"Subtype Predicates, or Why Was I Not Imformed?", a Drama in Two Acts

The abridged TL;DR version is at the bottom.

Act I : Vjalmr Has Issues with Types. Surprise!

For learning Ada I have set out to complete all the Advent of Code challenges, starting from 2015. I skipped day 4, because I am still not comfortable with bit fiddling for an MD5 implementation, so I ended up on day 5.

Here I need to compare some characters, so I thought “Hey! I will just make a Vowel type, and compare the characters that way!”, forgetting all about what I had read here: Wikibook - Characters as Enumeration Literals

This literal ‘A’ has nothing in common with the literal ‘A’ of the predefined type Character (or Wide_Character).
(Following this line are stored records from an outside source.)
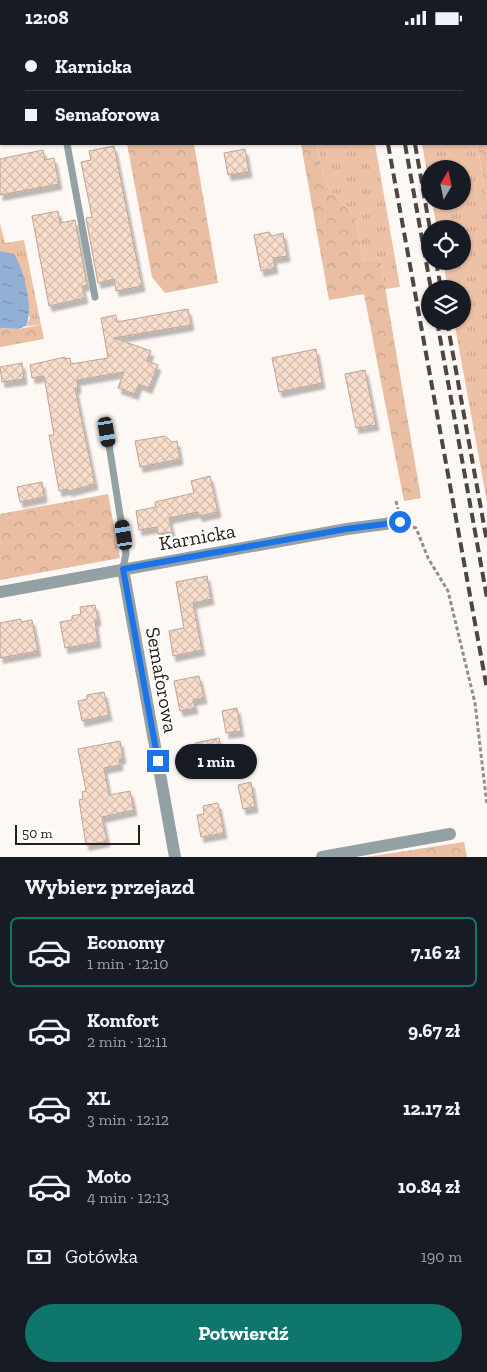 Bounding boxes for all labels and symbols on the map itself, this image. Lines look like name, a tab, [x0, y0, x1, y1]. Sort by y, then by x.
north arrow	[421, 160, 471, 210]
car	[97, 416, 116, 448]
route start	[389, 511, 411, 533]
street label: Karnicka	[157, 518, 237, 556]
car	[114, 519, 133, 551]
street label: Semaforowa	[141, 625, 183, 735]
callout: 1 min	[176, 743, 258, 779]
route end	[147, 750, 169, 772]
scale bar	[15, 822, 140, 845] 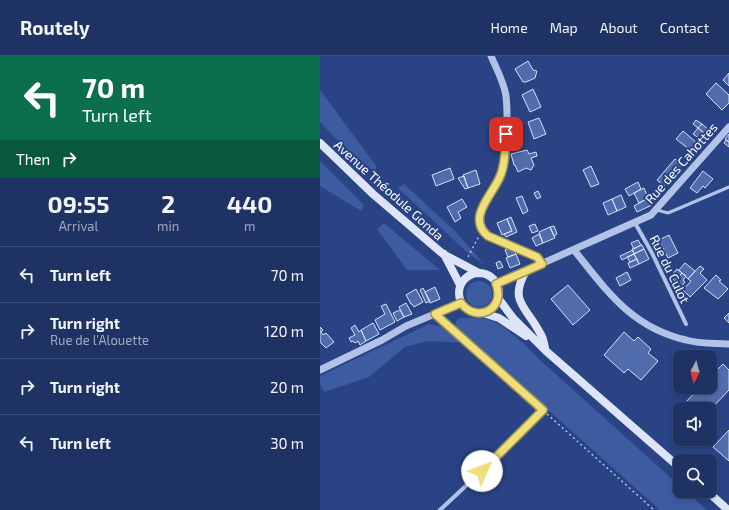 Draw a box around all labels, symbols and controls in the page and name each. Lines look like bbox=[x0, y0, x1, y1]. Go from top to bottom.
text: Routely bbox=[20, 16, 90, 39]
text: Home bbox=[491, 19, 528, 36]
text: Map bbox=[550, 19, 578, 36]
text: About bbox=[600, 19, 638, 36]
text: Contact bbox=[660, 19, 709, 36]
text: 70 m bbox=[82, 70, 145, 104]
icon: left bbox=[16, 72, 68, 124]
text: Turn left bbox=[82, 104, 152, 126]
pin bbox=[489, 117, 523, 151]
street label: Rue des Cahottes bbox=[641, 119, 721, 207]
icon: arrive bbox=[495, 123, 517, 145]
street label: Avenue Théodule Gonda bbox=[331, 137, 447, 243]
icon: right bbox=[58, 148, 80, 170]
text: Then bbox=[16, 150, 50, 168]
text: 09:55 bbox=[48, 189, 110, 218]
text: 2 bbox=[161, 189, 175, 218]
text: 440 bbox=[227, 189, 272, 218]
text: Arrival bbox=[59, 218, 98, 234]
text: min bbox=[157, 218, 179, 234]
text: m bbox=[244, 218, 255, 234]
street label: Rue du Culot bbox=[647, 232, 693, 306]
icon: left bbox=[16, 264, 38, 286]
text: Turn left bbox=[50, 266, 111, 284]
text: 70 m bbox=[271, 266, 304, 284]
text: Turn right bbox=[50, 314, 120, 332]
icon: right bbox=[16, 320, 38, 342]
text: 120 m bbox=[264, 322, 304, 340]
text: Rue de l'Alouette bbox=[50, 332, 149, 348]
north arrow bbox=[673, 350, 717, 394]
map controls bbox=[673, 350, 717, 498]
icon: right bbox=[16, 376, 38, 398]
text: Turn right bbox=[50, 378, 120, 396]
text: 20 m bbox=[270, 378, 304, 396]
button: sound bbox=[673, 402, 717, 446]
icon: left bbox=[16, 432, 38, 454]
text: Turn left bbox=[50, 434, 111, 452]
text: 30 m bbox=[270, 434, 304, 452]
position arrow bbox=[461, 450, 503, 492]
button: search bbox=[673, 454, 717, 498]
After a lot of digging, which seems to be the norm with this language, I found a blog by one Jim Rogers, who introduced me to subtypes with Static_Predicate. Just to make sure Mr. Rogers wasn’t pulling my leg, I looked it up in the reference manual, and it was indeed there 3.2.4 Subtype Predicates.

Now, I could create a subtype of Character with only vowels, and compare with my string.

Interlude

Is this the right way of doing it? I know it works, but I am not sure.
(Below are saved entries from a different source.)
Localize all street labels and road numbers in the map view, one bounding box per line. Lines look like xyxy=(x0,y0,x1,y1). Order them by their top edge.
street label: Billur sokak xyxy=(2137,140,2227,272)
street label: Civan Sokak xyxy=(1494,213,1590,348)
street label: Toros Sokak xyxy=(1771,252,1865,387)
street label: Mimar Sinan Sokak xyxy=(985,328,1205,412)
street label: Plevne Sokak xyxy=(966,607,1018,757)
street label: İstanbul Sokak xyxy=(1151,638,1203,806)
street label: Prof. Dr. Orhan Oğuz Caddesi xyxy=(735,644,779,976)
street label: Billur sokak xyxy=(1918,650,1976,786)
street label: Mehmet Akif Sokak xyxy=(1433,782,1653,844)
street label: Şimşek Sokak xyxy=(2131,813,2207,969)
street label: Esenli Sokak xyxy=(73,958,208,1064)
Could I cast the character to my type? But if I do that, then all the characters that are not of that type would cause an exception of sorts, if I understand correctly.

Please send your insights, as currently my code looks like the following:

--  Subtype and variable definition, with initialization
subtype Vowels is Character with
     Static_Predicate => Vowels in 'a'|'e'|'i'|'o'|'u';

Test_String : String := "I have some vowels in me.";
Vowel_Count : Natural := 0;
--  How many are there?
for C of Test_String loop
   if C in Vowels then
      Vowel_Count := Vowel_Count + 1;
   end if;
end loop;

Act 2: Vjalmr Would Like to Contribute

As enlightening the journey was, finding this information was not as easy as I had hoped. They are actually on the Learn Ada website, but under “Design by contracts”, and also I found it under “Ada for C++ or Java Developer”.
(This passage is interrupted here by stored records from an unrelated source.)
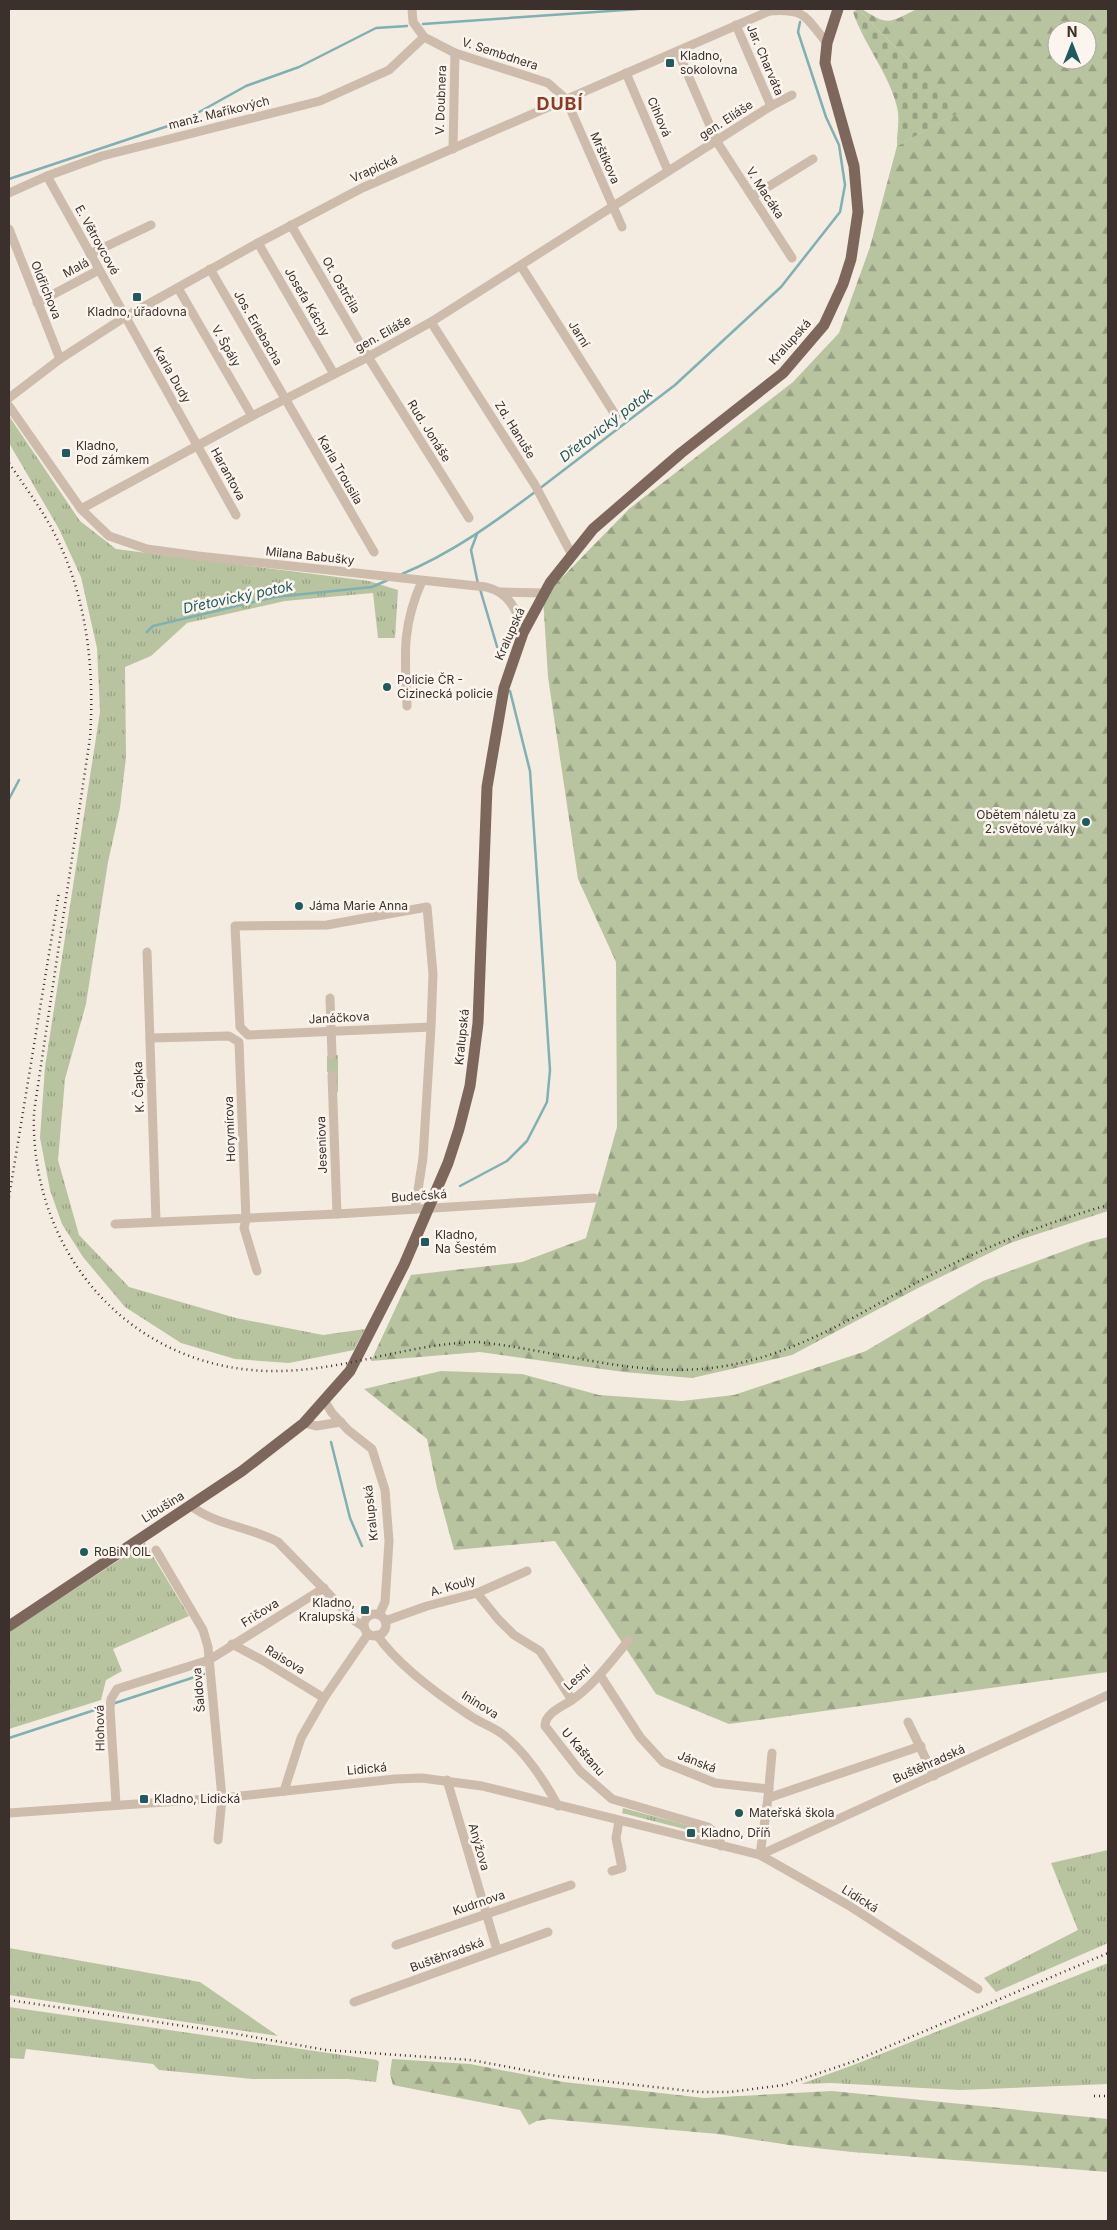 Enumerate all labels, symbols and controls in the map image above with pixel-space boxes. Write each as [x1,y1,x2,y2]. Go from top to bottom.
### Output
north arrow [1047,20,1097,70]
street label: Jar. Charváta [744,22,787,98]
text: N [1067,23,1077,40]
street label: V. Sembdnera [460,34,540,73]
place label: Kladno, sokolovna [680,48,737,77]
marker: Kladno, sokolovna [664,57,676,69]
street label: V. Doubnera [432,65,449,135]
street label: manž. Maříkových [167,93,271,132]
district label: DUBÍ [536,93,584,114]
street label: Cihlová [644,95,675,139]
street label: gen. Eliáše [696,97,756,143]
street label: Mrštíkova [587,130,624,186]
street label: Vrapická [348,152,400,186]
street label: V. Macáka [743,164,788,221]
street label: E. Větrovcové [72,202,123,277]
street label: Ot. Ostrčila [319,254,364,316]
street label: Malá [60,255,91,281]
street label: Oldřichova [28,259,65,321]
street label: Josefa Káchy [282,265,333,339]
street label: Jos. Erlebacha [231,288,286,368]
marker: Kladno, úřadovna [131,291,143,303]
place label: Kladno, úřadovna [87,304,187,319]
street label: gen. Eliáše [352,312,413,355]
street label: Kralupská [765,316,814,368]
street label: Jarní [566,318,593,350]
street label: V. Špály [209,322,244,369]
street label: Karla Dudy [150,344,195,406]
water label: Dřetovický potok [556,384,656,465]
street label: Rud. Jonáše [404,397,454,464]
street label: Zd. Hanuše [492,398,539,461]
street label: Karla Trousila [315,433,366,507]
place label: Kladno, Pod zámkem [76,438,149,467]
street label: Harantova [208,445,249,503]
marker: Kladno, Pod zámkem [60,447,72,459]
street label: Milana Babušky [265,543,355,568]
water label: Dřetovický potok [181,576,295,616]
street label: Kralupská [491,605,528,663]
place label: Policie ČR - Cizinecká policie [397,672,493,701]
marker: Policie ČR - Cizinecká policie [381,681,393,693]
place label: Obětem náletu za 2. světové války [976,807,1076,836]
marker: Obětem náletu za 2. světové války [1080,816,1092,828]
place label: Jáma Marie Anna [309,898,408,913]
marker: Jáma Marie Anna [293,900,305,912]
street label: Janáčkova [308,1008,370,1027]
street label: Kralupská [451,1008,472,1066]
street label: K. Čapka [130,1061,147,1113]
street label: Horymírova [221,1096,238,1162]
street label: Jeseniova [313,1116,330,1174]
street label: Budečská [391,1186,447,1205]
place label: Kladno, Na Šestém [435,1227,497,1256]
marker: Kladno, Na Šestém [419,1236,431,1248]
street label: Kralupská [360,1484,381,1542]
street label: Libušina [139,1488,187,1525]
place label: RoBiN OIL [94,1544,151,1559]
marker: RoBiN OIL [78,1546,90,1558]
street label: A. Kouly [428,1572,478,1599]
street label: Fričova [238,1595,281,1630]
place label: Kladno, Kralupská [299,1595,355,1624]
marker: Kladno, Kralupská [359,1604,371,1616]
street label: Raisova [263,1642,308,1677]
street label: Lesní [560,1662,593,1693]
street label: Šaldova [189,1667,208,1713]
street label: Ininova [459,1687,501,1722]
street label: Hlohová [92,1705,107,1751]
street label: U Kaštanu [559,1725,608,1779]
street label: Buštěhradská [890,1741,967,1786]
street label: Jánská [676,1747,719,1776]
street label: Lidická [346,1759,388,1778]
place label: Kladno, Lidická [154,1791,240,1806]
marker: Kladno, Lidická [138,1793,150,1805]
place label: Mateřská škola [749,1805,834,1820]
marker: Mateřská škola [733,1807,745,1819]
street label: Anýžova [466,1821,493,1872]
place label: Kladno, Dříň [701,1825,771,1840]
marker: Kladno, Dříň [685,1827,697,1839]
street label: Lidická [839,1882,881,1916]
street label: Kudrnova [451,1887,507,1918]
street label: Buštěhradská [408,1934,486,1975]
I had not gotten to contracts yet, and I am neither a C++ or Java developer, so I didn’t know to look there. I wanted a type.

Now, the prerequisite for this question is: Am I going about doing it the right way?

If I am, then I would like to add this tidbit to either the WikiBook, or to the ada-lang.io tutorial, which is where I actually got started in the first place - even though there are only two entries.

How would I go about doing this?

Fin

TL;DR

Should I be using Subtype_Predicate or a unique type for character comparison if I want to see if characters of a string are vowels or not?

If I should use this, could I somehow contribute to the tutorials, or the WikiBook so that this information is easier to find, so the next person who wants to do this doesn’t spend an hour figuring it out?

I don’t know the answer to your question. I’m not sure Static_Predicate counts as a contract in this circumstance. Have you thought about using a Character_Mapping?

1 Like

You are probably right and that’s why it is confusing me.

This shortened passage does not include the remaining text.